The former president of Angola on Saturday said he made mistakes during his long rule but was holding his “head high” as he stepped down as leader of the ruling MPLA party.
The political exit of Jose Eduardo dos Santos comes as President Joao Lourenco, a former defense minister, pledges to dismantle corruption that flourished under his predecessor, who took power in 1979.
At a party congress, delegates moved to elect Lourenco as the new chief of the MPLA, which has led oil-rich Angola since independence from Portugal in 1975.
In departing remarks, the 76-year-old dos Santos said he had not expected to be in power so long and that no “human activity” is free of mistakes.
I assume that I also committed them,” said dos Santos, who was in power during most of Angola’s devastating civil war and an ensuing building boom. However, corruption and human rights concerns hurt the southern African nation’s international standing, and poverty remains entrenched.
Dos Santos told more than 2,000 delegates that he was ready to hand over party leadership, the Portuguese news agency Lusa reported.

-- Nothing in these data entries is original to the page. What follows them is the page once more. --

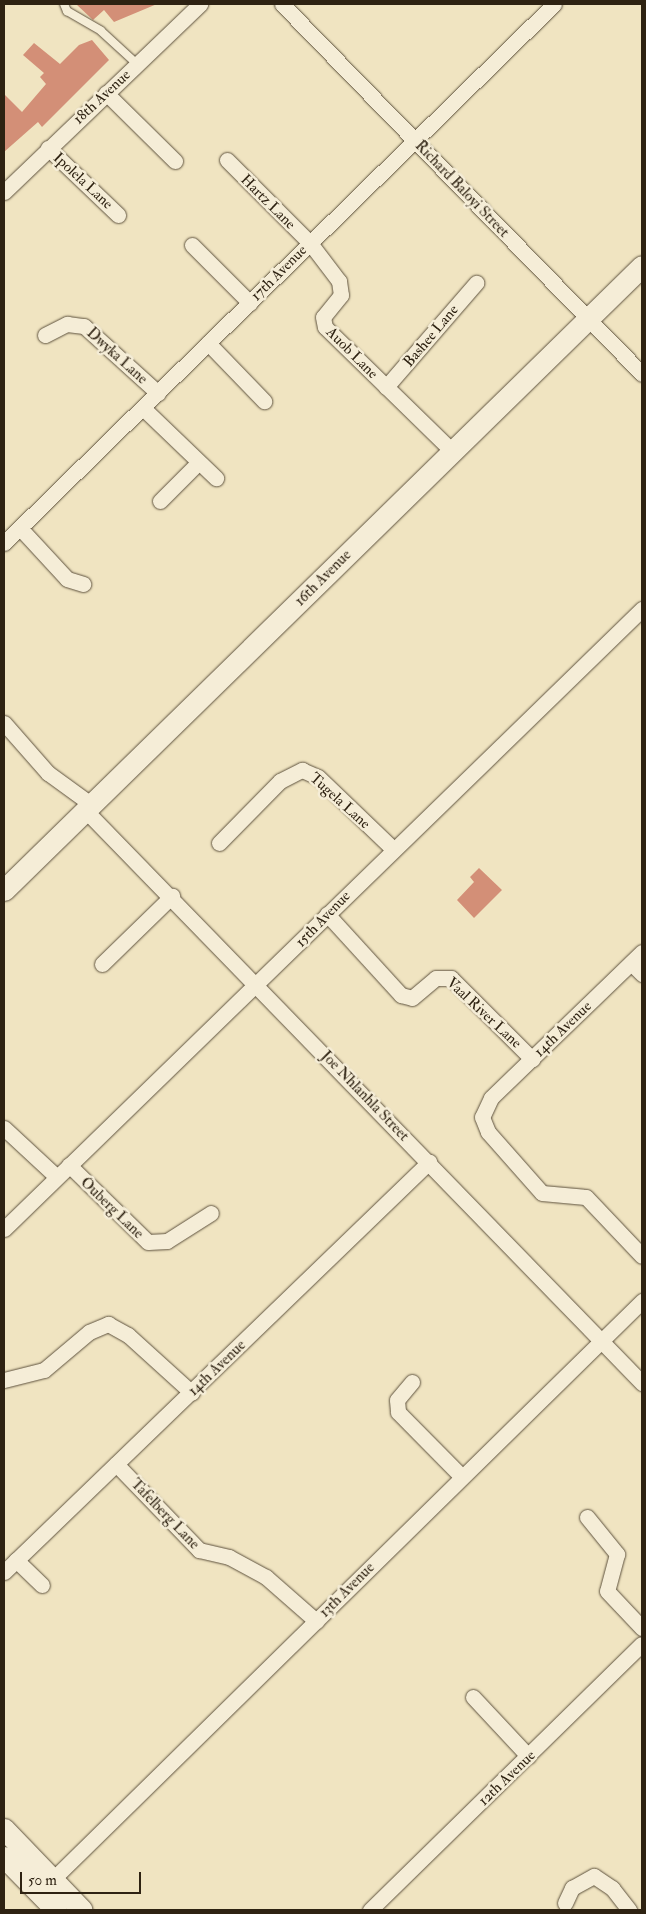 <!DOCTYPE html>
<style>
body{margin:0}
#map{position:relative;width:646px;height:1914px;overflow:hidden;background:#f0e4c1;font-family:"IM FELL Double Pica",serif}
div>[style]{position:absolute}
.building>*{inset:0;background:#d38f77}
.roads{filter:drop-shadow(0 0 1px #5e523e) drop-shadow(0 0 1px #5e523e)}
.lane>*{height:8px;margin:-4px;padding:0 4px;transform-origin:4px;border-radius:4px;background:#f5edd7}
.street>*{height:15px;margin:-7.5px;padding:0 7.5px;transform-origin:7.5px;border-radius:7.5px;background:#f5edd7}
.secondary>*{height:21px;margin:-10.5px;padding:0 10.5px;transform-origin:10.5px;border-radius:10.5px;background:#f5edd7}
span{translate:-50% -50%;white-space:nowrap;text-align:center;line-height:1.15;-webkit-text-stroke:5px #f5edd7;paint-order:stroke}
.street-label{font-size:15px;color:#2e2212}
.frame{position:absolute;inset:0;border:5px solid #2e2212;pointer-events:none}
.scale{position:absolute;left:20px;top:1872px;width:121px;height:22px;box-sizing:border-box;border:2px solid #2e2212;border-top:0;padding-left:6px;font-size:15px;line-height:18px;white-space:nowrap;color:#2e2212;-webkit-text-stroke:4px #f5edd7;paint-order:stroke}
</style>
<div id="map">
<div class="building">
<i style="clip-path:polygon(76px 4px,157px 4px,114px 22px,104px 10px,93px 20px)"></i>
<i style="clip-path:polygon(92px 40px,109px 60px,42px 127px,38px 122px,4px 152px,4px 94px,22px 112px,46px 84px,40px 77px,44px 73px,23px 55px,34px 43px,60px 64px,79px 45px)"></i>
<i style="clip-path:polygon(479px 868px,502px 890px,474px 918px,457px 900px,474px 882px,470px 877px)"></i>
</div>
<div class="roads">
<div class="lane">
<i style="left:64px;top:4px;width:8px;rotate:67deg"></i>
<i style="left:67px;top:11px;width:39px;rotate:30deg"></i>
<i style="left:101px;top:31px;width:49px;rotate:42.5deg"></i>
</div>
<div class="street">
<i style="left:282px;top:4px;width:516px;rotate:45.78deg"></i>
<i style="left:106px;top:93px;width:97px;rotate:44.6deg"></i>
<i style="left:48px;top:148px;width:97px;rotate:43.7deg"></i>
<i style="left:227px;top:160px;width:117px;rotate:45deg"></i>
<i style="left:310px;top:243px;width:48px;rotate:52.7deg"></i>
<i style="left:339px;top:281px;width:14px;rotate:82deg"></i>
<i style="left:341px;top:295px;width:28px;rotate:129deg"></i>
<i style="left:323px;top:317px;width:10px;rotate:79deg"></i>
<i style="left:325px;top:327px;width:177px;rotate:44.3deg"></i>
<i style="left:4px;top:192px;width:272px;rotate:-43.8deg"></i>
<i style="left:192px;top:245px;width:82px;rotate:45deg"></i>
<i style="left:45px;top:335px;width:25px;rotate:-27deg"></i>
<i style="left:67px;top:324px;width:17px;rotate:7deg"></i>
<i style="left:84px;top:326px;width:100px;rotate:42.2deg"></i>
<i style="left:208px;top:343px;width:81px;rotate:46deg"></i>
<i style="left:386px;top:387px;width:138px;rotate:-49.1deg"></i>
<i style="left:144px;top:409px;width:100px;rotate:43.8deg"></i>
<i style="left:160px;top:501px;width:54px;rotate:-45deg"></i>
<i style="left:20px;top:528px;width:69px;rotate:47.3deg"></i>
<i style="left:67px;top:579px;width:17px;rotate:17deg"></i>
<i style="left:4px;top:543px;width:770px;rotate:-44.42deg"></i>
<i style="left:4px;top:723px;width:67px;rotate:48.7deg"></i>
<i style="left:48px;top:773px;width:54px;rotate:36deg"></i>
<i style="left:86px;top:811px;width:798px;rotate:45.81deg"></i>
<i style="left:219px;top:843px;width:87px;rotate:-45.5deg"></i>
<i style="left:280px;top:781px;width:25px;rotate:-27deg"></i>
<i style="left:302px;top:770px;width:17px;rotate:24deg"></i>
<i style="left:318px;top:777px;width:104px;rotate:43.8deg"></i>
<i style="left:327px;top:914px;width:110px;rotate:47.6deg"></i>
<i style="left:401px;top:995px;width:11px;rotate:15deg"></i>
<i style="left:412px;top:998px;width:31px;rotate:-40deg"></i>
<i style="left:436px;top:978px;width:15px"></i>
<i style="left:451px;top:978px;width:115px;rotate:45deg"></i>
<i style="left:642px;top:952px;width:210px;rotate:136deg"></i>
<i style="left:491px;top:1098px;width:21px;rotate:115deg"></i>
<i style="left:482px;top:1117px;width:16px;rotate:68deg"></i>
<i style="left:488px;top:1132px;width:81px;rotate:48.5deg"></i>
<i style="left:542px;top:1193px;width:44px;rotate:5.2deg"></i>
<i style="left:586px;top:1197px;width:81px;rotate:46.5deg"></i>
<i style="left:631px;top:963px;width:16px;rotate:45deg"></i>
<i style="left:102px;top:964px;width:98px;rotate:-44.2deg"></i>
<i style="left:4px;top:1128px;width:72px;rotate:42.8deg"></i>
<i style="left:69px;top:1165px;width:110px;rotate:44.3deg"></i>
<i style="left:148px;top:1242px;width:19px;rotate:-3deg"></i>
<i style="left:167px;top:1241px;width:52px;rotate:-32.5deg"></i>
<i style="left:4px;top:1229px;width:890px;rotate:-44.18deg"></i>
<i style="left:4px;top:1380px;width:41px;rotate:-14deg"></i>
<i style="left:44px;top:1370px;width:59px;rotate:-40.2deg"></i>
<i style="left:89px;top:1332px;width:21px;rotate:-23deg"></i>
<i style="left:108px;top:1324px;width:23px;rotate:29deg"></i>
<i style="left:128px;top:1335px;width:86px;rotate:42.2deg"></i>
<i style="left:412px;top:1382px;width:23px;rotate:130deg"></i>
<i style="left:397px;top:1400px;width:12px;rotate:85deg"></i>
<i style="left:398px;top:1412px;width:91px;rotate:45.4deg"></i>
<i style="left:116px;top:1464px;width:120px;rotate:46deg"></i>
<i style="left:199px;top:1550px;width:31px;rotate:13deg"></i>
<i style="left:229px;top:1557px;width:42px;rotate:28.4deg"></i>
<i style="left:266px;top:1577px;width:67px;rotate:41.3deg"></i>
<i style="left:587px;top:1517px;width:48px;rotate:51deg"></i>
<i style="left:617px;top:1554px;width:38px;rotate:105deg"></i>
<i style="left:607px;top:1591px;width:51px;rotate:46.6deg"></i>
<i style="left:16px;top:1560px;width:36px;rotate:44deg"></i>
<i style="left:4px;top:1572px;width:591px;rotate:-43.97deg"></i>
<i style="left:473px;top:1697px;width:81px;rotate:47deg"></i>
<i style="left:52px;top:1880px;width:827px;rotate:-44.46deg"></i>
<i style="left:565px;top:1903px;width:17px;rotate:-65deg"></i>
<i style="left:572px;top:1888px;width:25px;rotate:-29deg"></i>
<i style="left:594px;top:1876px;width:22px;rotate:34deg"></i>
<i style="left:612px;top:1888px;width:28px;rotate:52deg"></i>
<i style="left:370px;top:1910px;width:380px;rotate:-44.4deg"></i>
</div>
<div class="secondary">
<i style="left:4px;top:890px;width:892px;rotate:-44.36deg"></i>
<i style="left:4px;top:1829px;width:112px;rotate:46.1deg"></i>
<i style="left:4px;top:1857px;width:74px;rotate:45.5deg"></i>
</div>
</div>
<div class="street-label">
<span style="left:102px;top:97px;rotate:-43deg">18th Avenue</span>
<span style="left:83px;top:181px;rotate:43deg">Ipolela Lane</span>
<span style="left:462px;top:189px;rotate:46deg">Richard Baloyi Street</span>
<span style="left:268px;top:202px;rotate:45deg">Hartz Lane</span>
<span style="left:279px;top:273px;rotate:-45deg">17th Avenue</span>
<span style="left:431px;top:336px;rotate:-50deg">Bashee Lane</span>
<span style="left:352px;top:353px;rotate:45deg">Auob Lane</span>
<span style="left:117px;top:356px;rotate:42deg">Dwyka Lane</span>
<span style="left:323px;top:578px;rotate:-45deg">16th Avenue</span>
<span style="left:340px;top:801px;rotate:42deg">Tugela Lane</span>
<span style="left:323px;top:919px;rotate:-46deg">15th Avenue</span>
<span style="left:484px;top:1013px;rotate:43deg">Vaal River Lane</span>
<span style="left:563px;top:1029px;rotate:-44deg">14th Avenue</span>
<span style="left:365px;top:1096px;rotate:46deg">Joe Nhlanhla Street</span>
<span style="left:112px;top:1208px;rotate:44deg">Ouberg Lane</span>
<span style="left:217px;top:1368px;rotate:-44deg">14th Avenue</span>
<span style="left:165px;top:1514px;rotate:46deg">Tafelberg Lane</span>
<span style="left:347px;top:1590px;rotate:-45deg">13th Avenue</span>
<span style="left:507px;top:1778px;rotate:-44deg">12th Avenue</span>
</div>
<div class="frame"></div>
<div class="scale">50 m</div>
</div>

The former president, who has had health problems, did not run in elections last year and instead campaigned for Lourenco as the ruling party’s candidate.
Some observers did not expect Lourenco to move boldly against the legacy of his predecessor, but one of the new president’s first acts was to fire Isabel dos Santos, the former president’s daughter, as chair of state-owned oil company Sonangol.
Angola’s main opposition party, UNITA, has questioned how far Lourenco will go to dismantle state corruption. UNITA alleged fraud in last year’s elections and mounted a court challenge that failed.